Truly forward-thinking leaders recognize that one of the best business strategies is developing the mindfulness of their workforce.
Aetna, one of the leaders of the movement to apply positive psychology practices to work, instituted a mindfulness training program designed to teach employees how to take short breaks to center themselves through meditation and yoga. More than a quarter of Aetna’s 50,000 employees have taken part. Mindfulness scores increased as expected, but incredibly, on average, stress levels dropped by 28%, reported sleep quality improved 20%, and pain dropped by 19%. Aetna also calculated the savings to the company, finding that, on average, mindfulness participants gained 62 minutes of productivity a week, which is an estimated $3,000-per-employee increase in productivity for the company each year. Individuals in the top 20% of stress rankings have nearly $2,000 more in medical costs for the preceding year, so this intervention could create significant medical savings. Based on Aetna’s experience, that’s potentially a $5,000 average swing per employee, depending on the employee’s starting point.
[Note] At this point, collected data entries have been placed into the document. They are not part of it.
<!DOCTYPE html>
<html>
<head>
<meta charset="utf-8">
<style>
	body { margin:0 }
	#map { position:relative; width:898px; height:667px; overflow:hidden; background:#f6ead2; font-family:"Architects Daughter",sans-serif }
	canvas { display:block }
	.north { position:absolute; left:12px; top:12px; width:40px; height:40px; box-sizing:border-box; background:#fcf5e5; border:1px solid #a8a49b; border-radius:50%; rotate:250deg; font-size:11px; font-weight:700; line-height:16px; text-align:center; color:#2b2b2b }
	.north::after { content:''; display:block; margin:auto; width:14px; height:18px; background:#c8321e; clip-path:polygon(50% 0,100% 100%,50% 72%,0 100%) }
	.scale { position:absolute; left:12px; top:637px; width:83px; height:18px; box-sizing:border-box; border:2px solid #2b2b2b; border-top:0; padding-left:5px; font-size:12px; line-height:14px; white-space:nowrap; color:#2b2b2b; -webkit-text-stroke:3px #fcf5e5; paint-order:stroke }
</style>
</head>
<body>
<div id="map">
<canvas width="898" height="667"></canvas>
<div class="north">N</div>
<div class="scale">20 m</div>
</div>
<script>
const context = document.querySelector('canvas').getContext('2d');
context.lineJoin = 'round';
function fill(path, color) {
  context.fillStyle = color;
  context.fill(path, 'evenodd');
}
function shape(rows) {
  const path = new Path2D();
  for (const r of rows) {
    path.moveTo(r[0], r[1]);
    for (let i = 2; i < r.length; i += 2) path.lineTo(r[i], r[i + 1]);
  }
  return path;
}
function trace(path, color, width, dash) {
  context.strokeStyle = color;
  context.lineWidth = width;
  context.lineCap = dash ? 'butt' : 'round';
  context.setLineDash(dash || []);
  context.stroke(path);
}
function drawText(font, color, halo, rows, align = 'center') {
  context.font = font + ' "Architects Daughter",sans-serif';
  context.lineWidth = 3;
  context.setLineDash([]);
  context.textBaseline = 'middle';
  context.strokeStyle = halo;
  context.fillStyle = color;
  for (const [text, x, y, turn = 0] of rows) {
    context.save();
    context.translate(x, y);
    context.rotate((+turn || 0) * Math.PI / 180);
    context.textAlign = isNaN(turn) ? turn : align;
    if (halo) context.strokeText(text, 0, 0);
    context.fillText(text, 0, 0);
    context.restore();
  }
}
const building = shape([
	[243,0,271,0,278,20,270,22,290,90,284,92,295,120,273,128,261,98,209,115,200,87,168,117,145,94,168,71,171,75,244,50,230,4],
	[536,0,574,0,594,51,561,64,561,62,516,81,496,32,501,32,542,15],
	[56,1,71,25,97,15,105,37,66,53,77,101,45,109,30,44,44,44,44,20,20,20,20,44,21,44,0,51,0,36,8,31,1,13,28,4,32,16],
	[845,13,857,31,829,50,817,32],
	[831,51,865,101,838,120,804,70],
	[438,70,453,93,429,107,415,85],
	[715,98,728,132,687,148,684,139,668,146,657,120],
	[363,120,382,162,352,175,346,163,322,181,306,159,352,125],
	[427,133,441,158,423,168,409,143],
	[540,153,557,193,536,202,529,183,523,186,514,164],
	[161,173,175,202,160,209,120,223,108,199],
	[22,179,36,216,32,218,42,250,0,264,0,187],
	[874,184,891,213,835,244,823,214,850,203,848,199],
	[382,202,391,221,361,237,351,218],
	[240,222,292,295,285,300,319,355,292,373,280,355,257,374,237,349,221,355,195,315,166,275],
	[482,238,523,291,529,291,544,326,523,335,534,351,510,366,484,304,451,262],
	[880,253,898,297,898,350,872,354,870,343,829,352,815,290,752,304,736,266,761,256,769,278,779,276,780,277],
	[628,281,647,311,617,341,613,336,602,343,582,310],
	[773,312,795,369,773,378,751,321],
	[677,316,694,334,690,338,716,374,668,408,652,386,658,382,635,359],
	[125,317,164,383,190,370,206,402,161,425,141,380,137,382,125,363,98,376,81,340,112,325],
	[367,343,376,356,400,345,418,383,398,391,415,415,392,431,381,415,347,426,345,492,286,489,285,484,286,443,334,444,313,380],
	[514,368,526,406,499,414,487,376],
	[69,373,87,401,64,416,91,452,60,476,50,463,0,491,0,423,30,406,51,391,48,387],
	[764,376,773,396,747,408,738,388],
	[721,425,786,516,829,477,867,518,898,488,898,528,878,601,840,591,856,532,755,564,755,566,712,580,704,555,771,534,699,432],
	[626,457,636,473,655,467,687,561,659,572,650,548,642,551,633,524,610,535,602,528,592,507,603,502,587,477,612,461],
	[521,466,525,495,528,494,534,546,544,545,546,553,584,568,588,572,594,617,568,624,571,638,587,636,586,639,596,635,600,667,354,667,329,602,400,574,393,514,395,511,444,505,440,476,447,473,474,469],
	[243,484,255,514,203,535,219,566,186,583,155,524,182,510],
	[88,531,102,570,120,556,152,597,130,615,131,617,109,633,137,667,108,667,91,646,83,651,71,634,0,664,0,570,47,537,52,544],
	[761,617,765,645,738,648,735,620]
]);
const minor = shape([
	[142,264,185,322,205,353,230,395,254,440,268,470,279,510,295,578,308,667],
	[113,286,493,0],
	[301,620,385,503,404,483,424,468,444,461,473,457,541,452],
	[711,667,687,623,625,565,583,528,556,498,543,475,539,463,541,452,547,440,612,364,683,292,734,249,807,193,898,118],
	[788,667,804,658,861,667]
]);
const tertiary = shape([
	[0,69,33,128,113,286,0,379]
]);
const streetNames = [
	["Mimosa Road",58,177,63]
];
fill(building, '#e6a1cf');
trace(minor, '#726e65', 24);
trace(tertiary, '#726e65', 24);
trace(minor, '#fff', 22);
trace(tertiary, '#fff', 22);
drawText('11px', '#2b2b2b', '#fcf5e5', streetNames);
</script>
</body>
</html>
And even that number probably underestimates the financial value of mindfulness, as it doesn’t include the positive impacts on turnover, rehiring costs, retraining costs, customer service, or client-facing sales.
Too often, the most ambitious leaders assume that if you are running around, you are achieving much. If you want to be a forward-thinking professional, stop thinking about the future for a moment. If you want to do more today, sit down and practice being aware of your breath and the fact that you have access to meaning right now.